Bearing in mind that dance is a vertical expression of a horizontal desire, I scrutinized the room at the next class. There was this guy... he was lovely to dance with... and he was a gentleman on the dance floor. He always ensured that I didn’t spin into other dancers, seeking out the spaces between twirling couples, and he often invited me to dance. Why not, I thought? Not knowing his name didn’t seem like an impediment to spending the weekend together.
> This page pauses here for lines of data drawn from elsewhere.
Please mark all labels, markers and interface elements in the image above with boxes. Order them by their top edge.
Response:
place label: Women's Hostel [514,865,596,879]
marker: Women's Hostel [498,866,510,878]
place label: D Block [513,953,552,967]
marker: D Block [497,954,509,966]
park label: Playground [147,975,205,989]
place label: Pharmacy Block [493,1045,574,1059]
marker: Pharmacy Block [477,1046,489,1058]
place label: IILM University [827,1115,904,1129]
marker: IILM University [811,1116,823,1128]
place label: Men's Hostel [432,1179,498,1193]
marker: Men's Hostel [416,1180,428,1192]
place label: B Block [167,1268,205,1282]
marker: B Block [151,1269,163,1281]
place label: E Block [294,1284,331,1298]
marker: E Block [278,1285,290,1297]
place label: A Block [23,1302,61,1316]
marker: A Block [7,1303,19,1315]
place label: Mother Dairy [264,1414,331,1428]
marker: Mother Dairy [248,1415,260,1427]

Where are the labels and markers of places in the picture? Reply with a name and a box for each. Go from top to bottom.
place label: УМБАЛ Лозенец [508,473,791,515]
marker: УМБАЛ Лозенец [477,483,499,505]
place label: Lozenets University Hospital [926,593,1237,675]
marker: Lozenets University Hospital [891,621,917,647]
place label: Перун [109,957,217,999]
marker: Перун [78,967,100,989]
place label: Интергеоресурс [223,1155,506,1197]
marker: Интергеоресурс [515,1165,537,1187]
A few weeks later I found myself in his car for the long drive to the venue. He talked nervously for six hours. Some of it was quite interesting. I feigned sleep – he kept talking. I actually fell asleep, and he was mid-sentence when I woke up. I put on the radio - he just talked louder. A natural-born snorer, I treated myself to a head-back, mouth-open, eye-fluttering REM snooze. When I came to, he was still going. I wiped the drool from my chin and requested a toilet break: a few minutes alone in a service station cubicle would be heaven.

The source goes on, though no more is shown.